═══ Information ═══

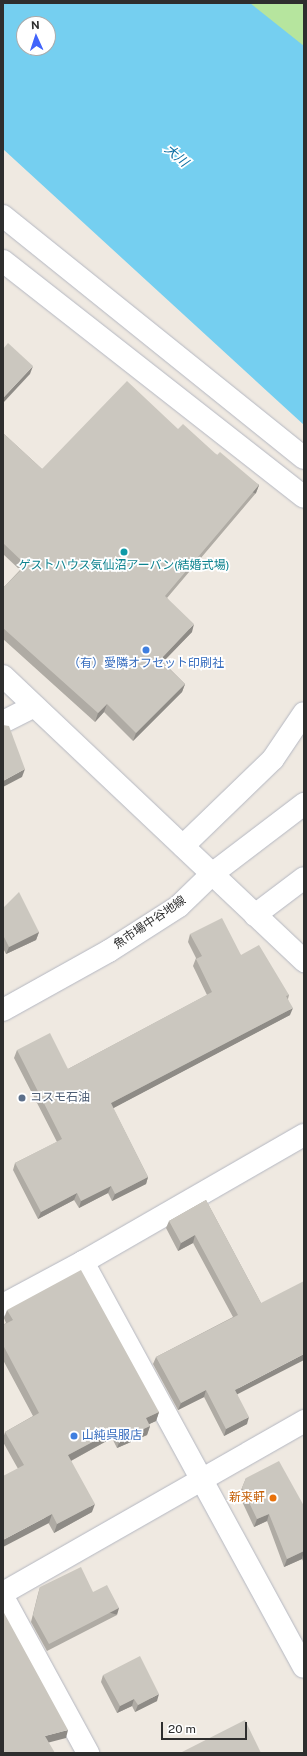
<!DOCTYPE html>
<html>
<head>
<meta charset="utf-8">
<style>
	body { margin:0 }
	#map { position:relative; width:307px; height:1756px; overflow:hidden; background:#efe9e1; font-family:"Public Sans","Noto Sans JP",sans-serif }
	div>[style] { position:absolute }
	.green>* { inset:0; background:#b6e59e }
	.water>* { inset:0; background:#75cff0 }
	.roads { filter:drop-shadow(0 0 1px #b4b7c1) drop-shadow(0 0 1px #b4b7c1) }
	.street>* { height:22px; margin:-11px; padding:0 11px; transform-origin:11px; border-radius:11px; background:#fff }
	.secondary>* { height:22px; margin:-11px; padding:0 11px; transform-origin:11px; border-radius:11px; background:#fff }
	.wall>* { inset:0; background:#afaba4 }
	.shaded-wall>* { inset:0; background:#8e8b86; transform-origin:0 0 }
	.building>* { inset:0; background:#cbc7bf }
	.dots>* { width:11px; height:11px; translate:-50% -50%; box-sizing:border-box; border:2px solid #fff; border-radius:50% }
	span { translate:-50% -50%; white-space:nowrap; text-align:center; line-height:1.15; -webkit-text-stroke:3.5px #fff; paint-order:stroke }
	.culture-label { font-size:12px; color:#0d838f }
	.shop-label { font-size:12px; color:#366cbe }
	.left { translate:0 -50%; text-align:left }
	.street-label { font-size:12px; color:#2e2e2e }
	.service-label { font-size:12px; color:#4e5e75 }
	.food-label { font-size:12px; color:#c56008 }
	.right { translate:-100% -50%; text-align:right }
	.water-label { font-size:13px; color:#0d6fa3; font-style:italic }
	.frame { position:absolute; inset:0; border:4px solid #2e2e2e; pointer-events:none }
	.north { position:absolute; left:16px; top:16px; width:40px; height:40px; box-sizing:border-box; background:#fff; border:1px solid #ababab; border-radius:50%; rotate:357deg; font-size:11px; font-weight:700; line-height:16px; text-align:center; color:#2e2e2e }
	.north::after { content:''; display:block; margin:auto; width:14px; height:18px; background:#4264fb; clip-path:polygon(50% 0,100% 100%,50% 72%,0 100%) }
	.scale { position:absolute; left:161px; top:1722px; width:86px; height:18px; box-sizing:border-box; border:2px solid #2e2e2e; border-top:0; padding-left:5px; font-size:12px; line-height:14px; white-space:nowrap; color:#2e2e2e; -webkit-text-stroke:3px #fff; paint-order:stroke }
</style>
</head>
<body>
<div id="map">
	<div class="green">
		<i style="clip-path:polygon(240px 3px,304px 3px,304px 52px)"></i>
	</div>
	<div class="water">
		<i style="clip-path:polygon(evenodd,3px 3px,250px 3px,304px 46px,304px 425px,3px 149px,3px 3px,24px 24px,48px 24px,48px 48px,24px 48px,24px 24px)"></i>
	</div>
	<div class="roads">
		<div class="street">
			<i style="left:3px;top:216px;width:386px;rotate:38.8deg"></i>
			<i style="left:3px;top:261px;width:382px;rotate:38.1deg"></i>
			<i style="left:3px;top:676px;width:415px;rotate:43.4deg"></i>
			<i style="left:3px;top:722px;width:35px;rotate:-27deg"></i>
			<i style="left:183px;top:846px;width:125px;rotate:-44deg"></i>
			<i style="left:273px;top:759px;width:55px;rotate:-56deg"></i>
			<i style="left:255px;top:915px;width:61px;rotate:-37.1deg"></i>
			<i style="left:83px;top:1262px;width:461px;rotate:61.4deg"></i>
			<i style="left:3px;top:1305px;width:91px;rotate:-28.3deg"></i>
			<i style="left:83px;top:1262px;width:255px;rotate:-29.9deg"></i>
			<i style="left:3px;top:1593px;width:347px;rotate:-29.7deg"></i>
			<i style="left:3px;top:1597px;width:178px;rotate:61.4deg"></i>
		</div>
		<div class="secondary">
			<i style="left:3px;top:1010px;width:121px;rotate:-29.1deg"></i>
			<i style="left:109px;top:951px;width:83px;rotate:-32.7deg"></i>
			<i style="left:179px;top:906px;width:46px;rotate:-44.1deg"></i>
			<i style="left:212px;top:874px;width:116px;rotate:-37.3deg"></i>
		</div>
	</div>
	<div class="wall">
		<i style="clip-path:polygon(178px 429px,217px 455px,259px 485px,256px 493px,167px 598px,192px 632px,163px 662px,185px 684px,182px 692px,133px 741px,104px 712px,95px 722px,3px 639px,3px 588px,20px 570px,3px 554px,3px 433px,42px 469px)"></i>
		<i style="clip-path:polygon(3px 906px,4px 907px,39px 932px,36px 940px,6px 954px,3px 948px)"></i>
		<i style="clip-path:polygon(190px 934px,241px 955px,289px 995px,288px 999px,290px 1015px,113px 1108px,148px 1177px,146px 1184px,112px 1201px,108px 1193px,79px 1208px,74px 1200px,38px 1219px,13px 1170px,15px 1163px,57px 1142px,14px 1058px,17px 1050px,68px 1069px,207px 995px,193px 966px,196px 958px,188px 942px)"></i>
		<i style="clip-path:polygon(206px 1200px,261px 1303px,237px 1394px,247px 1424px,224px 1436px,204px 1397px,178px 1410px,153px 1364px,156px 1357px,233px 1317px,193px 1243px,178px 1251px,166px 1228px,169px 1221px)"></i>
		<i style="clip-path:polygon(7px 1310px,159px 1412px,156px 1421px,149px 1424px,150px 1426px,147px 1435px,117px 1448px,112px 1438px,71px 1461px,92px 1512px,54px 1533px,3px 1442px,3px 1439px,5px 1432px,33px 1416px,3px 1360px,3px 1325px,6px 1323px,4px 1318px)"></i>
		<i style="clip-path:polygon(246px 1478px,304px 1506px,304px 1563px,302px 1559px,284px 1567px,267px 1521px,254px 1527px,239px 1495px)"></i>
		<i style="clip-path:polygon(40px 1587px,93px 1592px,117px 1615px,47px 1651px,31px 1622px,38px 1594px)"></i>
		<i style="clip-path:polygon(103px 1675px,157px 1701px,135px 1712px,132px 1706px,117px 1713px,101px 1682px)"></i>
	</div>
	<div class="shaded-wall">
		<i style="clip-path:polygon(33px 366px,30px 374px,3px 403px,3px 398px)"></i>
		<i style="left:259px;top:485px;width:9px;height:145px;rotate:111deg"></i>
		<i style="clip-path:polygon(194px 624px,192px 632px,157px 668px,160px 660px)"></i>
		<i style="clip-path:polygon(185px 684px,182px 692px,133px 741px,136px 733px)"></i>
		<i style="clip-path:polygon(107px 704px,104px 712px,95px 722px,98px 713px)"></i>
		<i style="clip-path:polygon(25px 769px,22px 777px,3px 787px,3px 781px)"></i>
		<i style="clip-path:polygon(39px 932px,36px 940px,6px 954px,9px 947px)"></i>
		<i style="clip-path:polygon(293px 1008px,290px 1015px,108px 1111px,111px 1103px)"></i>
		<i style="clip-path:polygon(148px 1177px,146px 1184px,112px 1201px,115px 1194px)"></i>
		<i style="clip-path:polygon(111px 1186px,108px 1193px,79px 1208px,81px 1201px)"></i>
		<i style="clip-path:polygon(77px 1193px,74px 1200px,38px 1219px,41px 1212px)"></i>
		<i style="clip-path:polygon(195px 1235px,193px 1243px,178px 1251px,181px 1243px)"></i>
		<i style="clip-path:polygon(304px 1354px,304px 1360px,232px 1397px,235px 1390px)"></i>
		<i style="clip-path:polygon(206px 1390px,204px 1397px,178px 1410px,181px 1403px)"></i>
		<i style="clip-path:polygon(159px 1412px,156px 1421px,143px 1427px,146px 1418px)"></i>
		<i style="clip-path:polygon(249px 1417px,247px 1424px,224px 1436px,226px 1429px)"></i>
		<i style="clip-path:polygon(150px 1426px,147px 1435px,117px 1448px,120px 1440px)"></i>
		<i style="clip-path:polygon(115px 1430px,112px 1438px,65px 1464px,68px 1455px)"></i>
		<i style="clip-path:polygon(95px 1504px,92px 1512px,54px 1533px,57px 1524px)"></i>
		<i style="clip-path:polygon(52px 1514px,49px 1523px,3px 1547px,3px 1540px)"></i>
		<i style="clip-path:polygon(269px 1514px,267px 1521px,254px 1527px,257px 1519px)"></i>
		<i style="clip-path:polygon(304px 1551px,302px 1559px,284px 1567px,287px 1559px)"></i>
		<i style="left:119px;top:1608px;width:7px;height:79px;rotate:106deg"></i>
		<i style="clip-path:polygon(159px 1694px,157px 1701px,135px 1712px,138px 1705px)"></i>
		<i style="clip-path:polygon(134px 1699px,132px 1706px,117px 1713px,120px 1706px)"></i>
		<i style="clip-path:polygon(68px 1730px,66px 1738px,43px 1744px,45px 1736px)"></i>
	</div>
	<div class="building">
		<i style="clip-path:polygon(8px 343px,33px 366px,3px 398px,3px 349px)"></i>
		<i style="clip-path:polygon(127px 381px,178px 429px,183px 424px,217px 455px,220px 452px,259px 485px,165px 596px,194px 624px,160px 660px,185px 684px,136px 733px,107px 704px,98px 713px,3px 628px,3px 588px,26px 565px,3px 543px,3px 433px,42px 469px)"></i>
		<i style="clip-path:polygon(3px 725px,9px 726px,25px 769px,3px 781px)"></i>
		<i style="clip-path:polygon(19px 892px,39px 932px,9px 947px,3px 935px,3px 906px,4px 907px)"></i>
		<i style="clip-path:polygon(222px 918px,241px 955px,259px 945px,289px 995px,286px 996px,293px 1008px,111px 1103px,148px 1177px,115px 1194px,111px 1186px,81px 1201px,77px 1193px,41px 1212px,15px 1163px,62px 1139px,17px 1050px,50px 1033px,68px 1069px,212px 992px,196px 959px,202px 956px,190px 934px)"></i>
		<i style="clip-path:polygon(206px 1200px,261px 1303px,304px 1281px,304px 1354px,235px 1390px,249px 1417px,226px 1429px,206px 1390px,181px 1403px,156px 1357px,238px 1315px,195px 1235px,181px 1243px,169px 1221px)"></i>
		<i style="clip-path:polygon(81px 1270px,159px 1412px,146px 1418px,150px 1426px,120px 1440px,115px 1430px,68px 1455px,95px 1504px,57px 1524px,52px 1514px,3px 1540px,3px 1476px,24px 1465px,5px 1432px,39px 1413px,3px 1345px,3px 1325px,13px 1320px,7px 1310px)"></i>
		<i style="clip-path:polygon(279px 1461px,304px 1506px,304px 1551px,287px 1559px,269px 1514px,257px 1519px,242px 1488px,246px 1478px)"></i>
		<i style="clip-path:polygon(81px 1567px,93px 1592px,107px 1585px,119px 1608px,49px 1644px,33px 1615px,40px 1587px)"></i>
		<i style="clip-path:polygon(3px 1611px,68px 1730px,45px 1736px,55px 1753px,3px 1753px)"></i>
		<i style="clip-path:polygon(140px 1656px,159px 1694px,138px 1705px,134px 1699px,120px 1706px,103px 1675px)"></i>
		<i style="clip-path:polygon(245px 1720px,261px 1753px,180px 1753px)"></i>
	</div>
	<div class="dots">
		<i style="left:124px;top:552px;background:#0f9aa8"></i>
		<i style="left:146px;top:650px;background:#3f7fe0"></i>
		<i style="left:22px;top:1098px;background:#5c6f8a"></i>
		<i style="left:74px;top:1436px;background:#3f7fe0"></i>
		<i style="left:273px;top:1498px;background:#e8710a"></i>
	</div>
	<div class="culture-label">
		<span style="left:124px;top:566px">ゲストハウス気仙沼アーバン(結婚式場)</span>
	</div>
	<div class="shop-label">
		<span style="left:146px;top:664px">（有）愛隣オフセット印刷社</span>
		<span class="left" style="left:82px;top:1436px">山純呉服店</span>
	</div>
	<div class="street-label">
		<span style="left:150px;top:923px;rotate:-34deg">魚市場中谷地線</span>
	</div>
	<div class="service-label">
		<span class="left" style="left:30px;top:1098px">コスモ石油</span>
	</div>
	<div class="food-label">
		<span class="right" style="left:265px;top:1498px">新来軒</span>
	</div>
	<div class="water-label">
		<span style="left:176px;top:156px;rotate:41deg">大川</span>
	</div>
	<div class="frame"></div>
	<div class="north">N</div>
	<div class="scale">20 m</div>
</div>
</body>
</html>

═══

Your answer should be the lines from the first record down to the line containing "translate:-50% -50%; white-space:nowrap;", restated exactly, with no pictures.

Finished task:
<!DOCTYPE html>
<html>
<head>
<meta charset="utf-8">
<style>
	body { margin:0 }
	#map { position:relative; width:307px; height:1756px; overflow:hidden; background:#efe9e1; font-family:"Public Sans","Noto Sans JP",sans-serif }
	div>[style] { position:absolute }
	.green>* { inset:0; background:#b6e59e }
	.water>* { inset:0; background:#75cff0 }
	.roads { filter:drop-shadow(0 0 1px #b4b7c1) drop-shadow(0 0 1px #b4b7c1) }
	.street>* { height:22px; margin:-11px; padding:0 11px; transform-origin:11px; border-radius:11px; background:#fff }
	.secondary>* { height:22px; margin:-11px; padding:0 11px; transform-origin:11px; border-radius:11px; background:#fff }
	.wall>* { inset:0; background:#afaba4 }
	.shaded-wall>* { inset:0; background:#8e8b86; transform-origin:0 0 }
	.building>* { inset:0; background:#cbc7bf }
	.dots>* { width:11px; height:11px; translate:-50% -50%; box-sizing:border-box; border:2px solid #fff; border-radius:50% }
	span { translate:-50% -50%; white-space:nowrap; text-align:center; line-height:1.15; -webkit-text-stroke:3.5px #fff; paint-order:stroke }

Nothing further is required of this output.